Supervisory Board or Honorary Board?

“Europe’s banks are gasping for air,” said an acerbic Warren Buffet in Omaha at the weekend. Not only in Europe, and not just at the banks, the Financial Times sees “a new mood of militancy,” and the Wall Street Journal a “veritable revolution.”

It started in March with Banco Santander (elections to the Supervisory Board), followed the next month by a defeat for Citibank in Dallas (SoP), then Barclays (SoP), Aviva (SoP) and UBS (golden welcome), with Société Générale (corporate governance) and Deutsche Bank (non-discharge of the Supervisory Board) pending. Except in the financial services industry, even the family business with State participation (Volkswagen) came up with the idea that the most expensive German Supervisory Board (the chairman’s per diem is €3,900, plus expenses) cannot afford what it pays the Board...

What is the issue at Deutsche Bank? Germany has a dual-board system - the shareholders elect a body (the Supervisory Board) that appoints and advises the other one (the Board). Discharge does not regulate liability and does not have legal consequences - it is a general policy statement of “well done” which the shareholders can give the Supervisory Board - or not.

What must a Supervisory Board do, and how?
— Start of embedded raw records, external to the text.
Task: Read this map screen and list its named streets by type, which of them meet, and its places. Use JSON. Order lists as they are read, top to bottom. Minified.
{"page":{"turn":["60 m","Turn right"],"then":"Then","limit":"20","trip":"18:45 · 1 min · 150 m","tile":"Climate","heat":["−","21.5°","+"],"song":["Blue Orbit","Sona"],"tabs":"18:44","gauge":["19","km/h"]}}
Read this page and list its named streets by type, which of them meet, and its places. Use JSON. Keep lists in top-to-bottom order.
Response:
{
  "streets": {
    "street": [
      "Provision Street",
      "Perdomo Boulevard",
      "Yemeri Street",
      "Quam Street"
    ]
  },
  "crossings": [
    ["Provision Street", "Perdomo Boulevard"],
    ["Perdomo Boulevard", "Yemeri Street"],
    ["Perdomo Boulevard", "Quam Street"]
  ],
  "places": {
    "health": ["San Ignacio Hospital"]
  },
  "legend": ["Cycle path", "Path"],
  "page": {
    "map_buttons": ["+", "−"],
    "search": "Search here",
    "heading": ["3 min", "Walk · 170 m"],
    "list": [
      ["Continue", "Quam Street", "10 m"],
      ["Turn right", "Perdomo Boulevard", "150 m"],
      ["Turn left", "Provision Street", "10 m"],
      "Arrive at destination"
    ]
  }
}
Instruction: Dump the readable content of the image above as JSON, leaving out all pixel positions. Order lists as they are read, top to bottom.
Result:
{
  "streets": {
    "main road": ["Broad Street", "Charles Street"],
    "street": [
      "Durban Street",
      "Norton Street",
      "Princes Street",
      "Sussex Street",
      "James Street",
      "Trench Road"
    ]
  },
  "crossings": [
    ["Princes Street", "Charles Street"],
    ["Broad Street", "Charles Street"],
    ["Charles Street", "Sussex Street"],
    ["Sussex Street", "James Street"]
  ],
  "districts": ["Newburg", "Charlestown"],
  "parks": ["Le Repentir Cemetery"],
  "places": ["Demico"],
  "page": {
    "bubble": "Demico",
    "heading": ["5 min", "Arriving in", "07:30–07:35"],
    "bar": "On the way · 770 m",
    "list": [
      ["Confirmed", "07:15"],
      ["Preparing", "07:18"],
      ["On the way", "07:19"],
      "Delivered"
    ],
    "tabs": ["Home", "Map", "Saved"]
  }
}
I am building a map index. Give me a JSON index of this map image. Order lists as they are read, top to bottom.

* the institution is in principle responsible as a body - without naming names

* the Supervisory Board must set an example, show leadership and make and implement personnel decisions on the board

* the shareholders’ transmission belt and also the ‘head’ of the company is the Supervisory Board - it must set ethics, strategy, business model and policy principles, and exemplify them.

At Deutsche Bank much came together;

Over 2/5 of the shareholders rejected the remuneration model at the 2010 AGM, but the Supervisory Board was not able to face the consequences, nor look the 2011 no vote from proxy advisors Glass Lewis in the eye.

Repeatedly, Executive Board personnel questions were disputed publicly, something only conceivable with broken confidentiality of “interested parties”. The years of stalemate culminated in the regulator’s rejection of the board candidates that “had become” public.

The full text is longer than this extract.